Prenez la première personne dans la rue, et demandez-lui de citer des films de Jacques Demy. Vous obtiendrez sans aucun doute Les Parapluies de Cherbourg, Les Demoiselles de Rochefort et probablement Peau d’Âne. On vous parlera de couleurs chamarrées, de danseurs frénétiques et de personnages qui chantent comme ils parlent ou peut être bien le contraire. On vous parlera aussi de sa collaboration artistique avec Michel Legrand ou de son épouse Agnès Varda. Mais peu parleront du dernier film qu’il ait réalisé : Trois Places pour le 26. Il constitue pourtant son point d’orgue. C’est un bilan de carrière pour le réalisateur mais également pour son acteur-star : Yves Montand.

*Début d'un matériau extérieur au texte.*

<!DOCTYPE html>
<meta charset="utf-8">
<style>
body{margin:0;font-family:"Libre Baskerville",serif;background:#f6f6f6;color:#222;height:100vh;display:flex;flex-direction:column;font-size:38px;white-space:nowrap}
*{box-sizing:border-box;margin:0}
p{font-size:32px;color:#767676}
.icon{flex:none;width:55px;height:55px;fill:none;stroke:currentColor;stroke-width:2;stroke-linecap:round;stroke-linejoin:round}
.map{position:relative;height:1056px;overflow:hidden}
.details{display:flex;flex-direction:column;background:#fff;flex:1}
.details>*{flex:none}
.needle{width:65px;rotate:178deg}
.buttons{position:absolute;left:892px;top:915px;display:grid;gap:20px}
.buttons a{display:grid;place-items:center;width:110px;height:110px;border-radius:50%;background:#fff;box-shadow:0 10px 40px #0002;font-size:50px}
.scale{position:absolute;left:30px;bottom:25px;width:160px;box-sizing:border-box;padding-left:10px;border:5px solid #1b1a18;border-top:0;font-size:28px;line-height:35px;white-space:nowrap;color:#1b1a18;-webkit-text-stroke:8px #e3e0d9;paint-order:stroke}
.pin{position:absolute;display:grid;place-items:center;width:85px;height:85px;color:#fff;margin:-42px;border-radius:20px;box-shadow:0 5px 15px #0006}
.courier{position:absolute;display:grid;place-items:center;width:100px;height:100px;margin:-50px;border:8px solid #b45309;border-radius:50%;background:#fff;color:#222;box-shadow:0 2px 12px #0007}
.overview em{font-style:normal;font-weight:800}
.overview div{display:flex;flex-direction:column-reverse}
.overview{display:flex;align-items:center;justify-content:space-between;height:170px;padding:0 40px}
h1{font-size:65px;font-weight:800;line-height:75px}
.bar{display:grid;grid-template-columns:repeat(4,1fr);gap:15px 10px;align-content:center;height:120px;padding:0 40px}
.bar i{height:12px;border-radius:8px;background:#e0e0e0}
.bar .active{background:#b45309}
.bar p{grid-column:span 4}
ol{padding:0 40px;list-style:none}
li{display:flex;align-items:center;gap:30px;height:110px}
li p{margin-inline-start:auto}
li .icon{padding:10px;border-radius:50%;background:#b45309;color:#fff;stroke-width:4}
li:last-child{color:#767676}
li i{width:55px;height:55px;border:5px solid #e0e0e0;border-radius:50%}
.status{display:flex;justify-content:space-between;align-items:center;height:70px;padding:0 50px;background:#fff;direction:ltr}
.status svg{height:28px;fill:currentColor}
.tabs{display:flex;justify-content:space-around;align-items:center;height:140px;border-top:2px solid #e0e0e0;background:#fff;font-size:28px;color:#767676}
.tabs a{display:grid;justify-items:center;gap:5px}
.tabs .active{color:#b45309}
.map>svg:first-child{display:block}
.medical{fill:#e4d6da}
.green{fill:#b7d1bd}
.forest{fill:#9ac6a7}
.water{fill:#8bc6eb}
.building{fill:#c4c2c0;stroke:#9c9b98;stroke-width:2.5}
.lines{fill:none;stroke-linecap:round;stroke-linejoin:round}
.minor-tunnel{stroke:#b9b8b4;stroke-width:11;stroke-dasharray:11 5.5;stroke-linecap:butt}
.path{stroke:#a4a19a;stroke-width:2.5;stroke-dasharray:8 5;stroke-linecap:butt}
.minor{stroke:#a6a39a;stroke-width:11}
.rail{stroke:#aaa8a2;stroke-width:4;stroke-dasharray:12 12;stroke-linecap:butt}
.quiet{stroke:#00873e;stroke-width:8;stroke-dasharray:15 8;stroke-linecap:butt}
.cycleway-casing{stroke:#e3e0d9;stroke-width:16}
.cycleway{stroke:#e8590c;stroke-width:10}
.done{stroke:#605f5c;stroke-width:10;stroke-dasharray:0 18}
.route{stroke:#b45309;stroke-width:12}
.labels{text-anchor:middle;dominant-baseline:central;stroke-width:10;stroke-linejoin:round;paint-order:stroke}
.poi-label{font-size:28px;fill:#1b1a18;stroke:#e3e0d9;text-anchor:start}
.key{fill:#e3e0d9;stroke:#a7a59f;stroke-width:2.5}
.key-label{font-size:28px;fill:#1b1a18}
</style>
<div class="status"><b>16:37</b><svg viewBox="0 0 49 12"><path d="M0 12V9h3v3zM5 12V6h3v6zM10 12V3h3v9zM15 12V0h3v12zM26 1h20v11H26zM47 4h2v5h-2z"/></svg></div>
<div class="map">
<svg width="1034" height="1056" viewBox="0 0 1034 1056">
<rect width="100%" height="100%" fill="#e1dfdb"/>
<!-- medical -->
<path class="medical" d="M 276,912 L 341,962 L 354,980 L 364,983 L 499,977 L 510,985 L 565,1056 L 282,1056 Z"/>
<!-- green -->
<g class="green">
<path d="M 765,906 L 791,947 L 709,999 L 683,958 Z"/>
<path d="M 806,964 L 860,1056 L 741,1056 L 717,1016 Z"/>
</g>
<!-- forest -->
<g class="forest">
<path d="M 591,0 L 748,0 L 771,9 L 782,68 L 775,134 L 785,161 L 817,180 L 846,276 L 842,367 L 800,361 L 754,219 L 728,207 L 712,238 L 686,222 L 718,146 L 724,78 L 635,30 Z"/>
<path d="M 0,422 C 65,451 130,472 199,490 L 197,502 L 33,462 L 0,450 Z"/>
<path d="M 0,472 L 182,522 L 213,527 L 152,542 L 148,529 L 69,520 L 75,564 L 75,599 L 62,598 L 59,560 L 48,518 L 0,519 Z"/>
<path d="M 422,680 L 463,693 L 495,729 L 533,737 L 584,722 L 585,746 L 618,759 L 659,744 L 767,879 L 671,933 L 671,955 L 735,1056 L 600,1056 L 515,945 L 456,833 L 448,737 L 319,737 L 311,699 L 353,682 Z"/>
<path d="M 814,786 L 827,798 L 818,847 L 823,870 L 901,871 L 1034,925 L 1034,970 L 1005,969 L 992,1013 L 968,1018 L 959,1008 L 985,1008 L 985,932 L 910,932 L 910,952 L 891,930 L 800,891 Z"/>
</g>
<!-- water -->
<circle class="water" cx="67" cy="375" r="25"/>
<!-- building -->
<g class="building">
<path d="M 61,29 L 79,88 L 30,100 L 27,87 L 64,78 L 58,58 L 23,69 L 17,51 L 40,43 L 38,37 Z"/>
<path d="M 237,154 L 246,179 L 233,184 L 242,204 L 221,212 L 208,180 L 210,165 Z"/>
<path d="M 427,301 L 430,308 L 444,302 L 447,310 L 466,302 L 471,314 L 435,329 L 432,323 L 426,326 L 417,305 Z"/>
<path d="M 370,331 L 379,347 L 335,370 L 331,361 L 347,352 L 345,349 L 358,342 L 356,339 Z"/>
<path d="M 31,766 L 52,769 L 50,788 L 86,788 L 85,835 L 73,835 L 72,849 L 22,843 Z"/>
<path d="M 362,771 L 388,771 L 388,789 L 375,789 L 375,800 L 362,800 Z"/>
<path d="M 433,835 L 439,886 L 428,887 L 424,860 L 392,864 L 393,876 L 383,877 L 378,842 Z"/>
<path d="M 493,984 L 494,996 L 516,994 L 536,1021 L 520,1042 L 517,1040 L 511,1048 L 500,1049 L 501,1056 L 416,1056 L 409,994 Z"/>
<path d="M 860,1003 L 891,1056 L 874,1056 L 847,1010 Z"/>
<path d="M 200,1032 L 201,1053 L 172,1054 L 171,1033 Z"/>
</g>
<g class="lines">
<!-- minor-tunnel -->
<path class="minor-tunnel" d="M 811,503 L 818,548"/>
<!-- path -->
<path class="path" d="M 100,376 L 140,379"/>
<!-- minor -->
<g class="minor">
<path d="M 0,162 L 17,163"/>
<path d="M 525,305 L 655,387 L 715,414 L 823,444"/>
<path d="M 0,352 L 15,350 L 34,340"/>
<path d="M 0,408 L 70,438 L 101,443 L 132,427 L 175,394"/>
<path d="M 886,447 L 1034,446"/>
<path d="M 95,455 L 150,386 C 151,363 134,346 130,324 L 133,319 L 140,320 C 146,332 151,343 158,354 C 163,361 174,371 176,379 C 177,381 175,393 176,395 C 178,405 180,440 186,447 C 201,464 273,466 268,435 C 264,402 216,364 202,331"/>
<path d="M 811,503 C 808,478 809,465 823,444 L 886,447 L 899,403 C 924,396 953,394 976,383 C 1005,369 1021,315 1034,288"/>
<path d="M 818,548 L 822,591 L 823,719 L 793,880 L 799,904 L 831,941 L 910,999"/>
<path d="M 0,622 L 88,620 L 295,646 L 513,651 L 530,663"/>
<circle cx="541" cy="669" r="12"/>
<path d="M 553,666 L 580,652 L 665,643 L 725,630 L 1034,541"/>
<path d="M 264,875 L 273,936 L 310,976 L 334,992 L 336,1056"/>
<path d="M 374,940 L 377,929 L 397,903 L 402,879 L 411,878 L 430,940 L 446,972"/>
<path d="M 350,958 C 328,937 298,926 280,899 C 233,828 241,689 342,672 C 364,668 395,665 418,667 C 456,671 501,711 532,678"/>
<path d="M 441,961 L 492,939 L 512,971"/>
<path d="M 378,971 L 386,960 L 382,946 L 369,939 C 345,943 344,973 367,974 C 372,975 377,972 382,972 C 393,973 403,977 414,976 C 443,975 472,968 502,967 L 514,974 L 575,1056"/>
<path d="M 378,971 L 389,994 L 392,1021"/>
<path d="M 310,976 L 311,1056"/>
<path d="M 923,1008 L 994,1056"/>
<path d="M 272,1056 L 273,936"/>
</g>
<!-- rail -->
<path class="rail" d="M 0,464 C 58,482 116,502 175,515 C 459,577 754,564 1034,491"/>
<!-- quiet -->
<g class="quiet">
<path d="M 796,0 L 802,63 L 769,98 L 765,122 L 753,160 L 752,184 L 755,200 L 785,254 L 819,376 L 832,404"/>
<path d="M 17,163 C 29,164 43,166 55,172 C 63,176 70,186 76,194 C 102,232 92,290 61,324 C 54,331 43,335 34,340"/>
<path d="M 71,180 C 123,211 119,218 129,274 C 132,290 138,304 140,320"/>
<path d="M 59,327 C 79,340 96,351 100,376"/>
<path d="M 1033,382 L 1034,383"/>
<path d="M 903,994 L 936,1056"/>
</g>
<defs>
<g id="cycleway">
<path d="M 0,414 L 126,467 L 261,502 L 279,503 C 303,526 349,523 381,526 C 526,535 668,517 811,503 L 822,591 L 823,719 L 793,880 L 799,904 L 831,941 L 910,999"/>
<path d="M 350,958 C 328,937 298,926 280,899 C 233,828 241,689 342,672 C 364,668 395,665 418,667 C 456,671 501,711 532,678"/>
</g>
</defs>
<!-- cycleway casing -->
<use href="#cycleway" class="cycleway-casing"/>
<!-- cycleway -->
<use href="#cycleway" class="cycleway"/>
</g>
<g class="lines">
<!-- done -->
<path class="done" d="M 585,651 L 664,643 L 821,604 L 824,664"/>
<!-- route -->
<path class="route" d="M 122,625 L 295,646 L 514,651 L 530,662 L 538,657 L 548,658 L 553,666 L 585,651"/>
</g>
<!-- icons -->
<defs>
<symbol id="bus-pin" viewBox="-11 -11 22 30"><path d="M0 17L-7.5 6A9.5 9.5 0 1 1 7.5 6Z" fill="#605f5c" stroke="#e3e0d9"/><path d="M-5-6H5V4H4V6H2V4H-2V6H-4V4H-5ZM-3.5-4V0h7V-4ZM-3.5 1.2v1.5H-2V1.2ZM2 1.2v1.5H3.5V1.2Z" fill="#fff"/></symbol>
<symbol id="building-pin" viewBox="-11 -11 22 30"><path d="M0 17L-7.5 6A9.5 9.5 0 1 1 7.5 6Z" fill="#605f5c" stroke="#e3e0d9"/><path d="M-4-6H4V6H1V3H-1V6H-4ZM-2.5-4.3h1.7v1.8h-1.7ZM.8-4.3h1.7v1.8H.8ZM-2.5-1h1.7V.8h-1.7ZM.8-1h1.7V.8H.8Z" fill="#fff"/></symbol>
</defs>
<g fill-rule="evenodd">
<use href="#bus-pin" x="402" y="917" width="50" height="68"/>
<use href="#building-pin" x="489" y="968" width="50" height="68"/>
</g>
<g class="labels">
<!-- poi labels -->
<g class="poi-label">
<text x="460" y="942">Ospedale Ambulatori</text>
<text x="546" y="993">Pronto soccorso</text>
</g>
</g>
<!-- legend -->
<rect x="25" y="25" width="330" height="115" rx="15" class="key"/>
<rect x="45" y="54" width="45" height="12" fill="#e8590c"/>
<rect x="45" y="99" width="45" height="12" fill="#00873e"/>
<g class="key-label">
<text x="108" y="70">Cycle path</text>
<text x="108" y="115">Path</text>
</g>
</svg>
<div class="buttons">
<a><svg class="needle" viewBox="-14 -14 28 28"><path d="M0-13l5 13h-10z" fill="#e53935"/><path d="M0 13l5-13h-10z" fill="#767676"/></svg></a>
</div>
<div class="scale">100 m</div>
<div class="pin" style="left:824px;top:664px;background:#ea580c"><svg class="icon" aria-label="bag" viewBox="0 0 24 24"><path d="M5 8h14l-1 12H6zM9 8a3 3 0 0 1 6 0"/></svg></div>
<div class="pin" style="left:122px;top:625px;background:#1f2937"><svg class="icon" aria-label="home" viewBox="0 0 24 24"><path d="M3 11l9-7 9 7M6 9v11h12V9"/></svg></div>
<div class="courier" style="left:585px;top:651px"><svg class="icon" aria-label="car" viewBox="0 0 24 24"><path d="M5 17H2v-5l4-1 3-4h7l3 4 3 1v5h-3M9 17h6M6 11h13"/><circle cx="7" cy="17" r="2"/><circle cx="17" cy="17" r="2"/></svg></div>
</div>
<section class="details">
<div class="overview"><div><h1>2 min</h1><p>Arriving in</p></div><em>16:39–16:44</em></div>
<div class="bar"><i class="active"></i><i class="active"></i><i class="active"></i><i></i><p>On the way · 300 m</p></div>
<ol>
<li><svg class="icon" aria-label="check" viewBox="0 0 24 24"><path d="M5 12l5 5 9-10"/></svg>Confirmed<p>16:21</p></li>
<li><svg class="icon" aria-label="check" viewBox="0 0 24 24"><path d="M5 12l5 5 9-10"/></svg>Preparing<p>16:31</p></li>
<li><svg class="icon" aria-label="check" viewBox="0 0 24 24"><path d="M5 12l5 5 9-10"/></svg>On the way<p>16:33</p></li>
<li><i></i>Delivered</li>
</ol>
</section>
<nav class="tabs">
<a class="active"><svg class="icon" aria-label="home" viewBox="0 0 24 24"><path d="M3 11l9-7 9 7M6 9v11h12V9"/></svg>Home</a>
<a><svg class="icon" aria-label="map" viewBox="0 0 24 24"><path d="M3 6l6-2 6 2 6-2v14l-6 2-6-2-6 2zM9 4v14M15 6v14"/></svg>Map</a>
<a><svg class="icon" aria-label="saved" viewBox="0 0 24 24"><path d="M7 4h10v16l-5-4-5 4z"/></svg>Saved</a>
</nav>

Le chanteur-acteur vedette des « Feuilles Mortes » revient dans sa ville natale pour y créer un spectacle musical sur sa vie. C’est le moment que choisit la jeune Marion de Lambert pour rencontrer son idole et tenter d’entrer dans le show-business au grand détriment de sa mère (Françoise Fabian), autrefois l’amante de Montand. Marion ne sait pas qu’il est son père, il ne le sait pas non plus et semble toujours hanté par la mère.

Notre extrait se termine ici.